Saved data entries:
++++++++++++++++++++

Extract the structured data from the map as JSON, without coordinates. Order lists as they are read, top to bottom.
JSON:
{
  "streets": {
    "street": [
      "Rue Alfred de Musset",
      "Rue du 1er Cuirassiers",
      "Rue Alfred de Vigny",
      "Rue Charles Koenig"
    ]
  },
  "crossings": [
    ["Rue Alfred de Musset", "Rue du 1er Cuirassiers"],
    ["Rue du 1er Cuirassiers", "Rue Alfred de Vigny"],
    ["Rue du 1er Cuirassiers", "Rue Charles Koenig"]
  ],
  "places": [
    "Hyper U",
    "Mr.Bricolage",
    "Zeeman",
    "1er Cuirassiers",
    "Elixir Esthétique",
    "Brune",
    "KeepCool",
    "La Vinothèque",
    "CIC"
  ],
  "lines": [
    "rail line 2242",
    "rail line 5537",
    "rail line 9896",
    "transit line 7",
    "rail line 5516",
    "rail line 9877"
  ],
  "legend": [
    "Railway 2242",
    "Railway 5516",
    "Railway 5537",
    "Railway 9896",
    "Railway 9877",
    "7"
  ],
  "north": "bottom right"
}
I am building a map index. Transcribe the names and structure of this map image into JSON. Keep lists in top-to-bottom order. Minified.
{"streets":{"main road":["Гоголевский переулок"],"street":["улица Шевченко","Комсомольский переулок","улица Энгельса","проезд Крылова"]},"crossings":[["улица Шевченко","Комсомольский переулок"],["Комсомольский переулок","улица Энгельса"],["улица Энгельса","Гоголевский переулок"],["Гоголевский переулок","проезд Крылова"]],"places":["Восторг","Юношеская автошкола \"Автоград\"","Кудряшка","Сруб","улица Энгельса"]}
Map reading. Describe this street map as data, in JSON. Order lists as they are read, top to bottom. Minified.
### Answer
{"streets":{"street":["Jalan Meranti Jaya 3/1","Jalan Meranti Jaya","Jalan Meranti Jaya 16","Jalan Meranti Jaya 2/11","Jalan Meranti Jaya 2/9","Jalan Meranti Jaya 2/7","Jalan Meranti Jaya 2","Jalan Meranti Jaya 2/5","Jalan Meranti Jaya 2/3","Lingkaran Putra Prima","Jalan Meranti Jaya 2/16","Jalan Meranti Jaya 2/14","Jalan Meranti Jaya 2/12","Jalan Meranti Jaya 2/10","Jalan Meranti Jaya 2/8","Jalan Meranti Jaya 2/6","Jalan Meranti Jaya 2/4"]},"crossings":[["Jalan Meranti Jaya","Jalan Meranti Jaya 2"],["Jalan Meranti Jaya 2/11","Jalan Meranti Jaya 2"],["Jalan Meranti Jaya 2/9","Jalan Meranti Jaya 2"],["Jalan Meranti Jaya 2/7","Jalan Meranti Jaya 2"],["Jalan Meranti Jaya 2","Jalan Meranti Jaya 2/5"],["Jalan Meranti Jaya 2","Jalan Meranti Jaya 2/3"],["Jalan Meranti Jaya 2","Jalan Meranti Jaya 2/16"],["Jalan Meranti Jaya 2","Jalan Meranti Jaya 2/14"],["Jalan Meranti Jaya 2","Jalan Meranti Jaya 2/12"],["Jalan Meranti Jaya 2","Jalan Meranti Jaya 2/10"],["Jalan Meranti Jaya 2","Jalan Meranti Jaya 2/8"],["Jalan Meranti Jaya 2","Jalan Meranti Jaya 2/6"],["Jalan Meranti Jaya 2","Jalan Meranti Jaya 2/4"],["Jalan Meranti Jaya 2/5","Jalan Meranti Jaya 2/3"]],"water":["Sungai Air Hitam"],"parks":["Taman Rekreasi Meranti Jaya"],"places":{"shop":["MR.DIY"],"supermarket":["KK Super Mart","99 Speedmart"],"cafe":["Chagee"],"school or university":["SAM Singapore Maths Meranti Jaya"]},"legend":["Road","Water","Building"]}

++++++++++++++++++++

WHAT YOU WILL DO:
For the string "lists", search the preceding data and copy every line that includes it.

RESPONSE TO THIS EXERCISE:
Extract the structured data from the map as JSON, without coordinates. Order lists as they are read, top to bottom.
I am building a map index. Transcribe the names and structure of this map image into JSON. Keep lists in top-to-bottom order. Minified.
Map reading. Describe this street map as data, in JSON. Order lists as they are read, top to bottom. Minified.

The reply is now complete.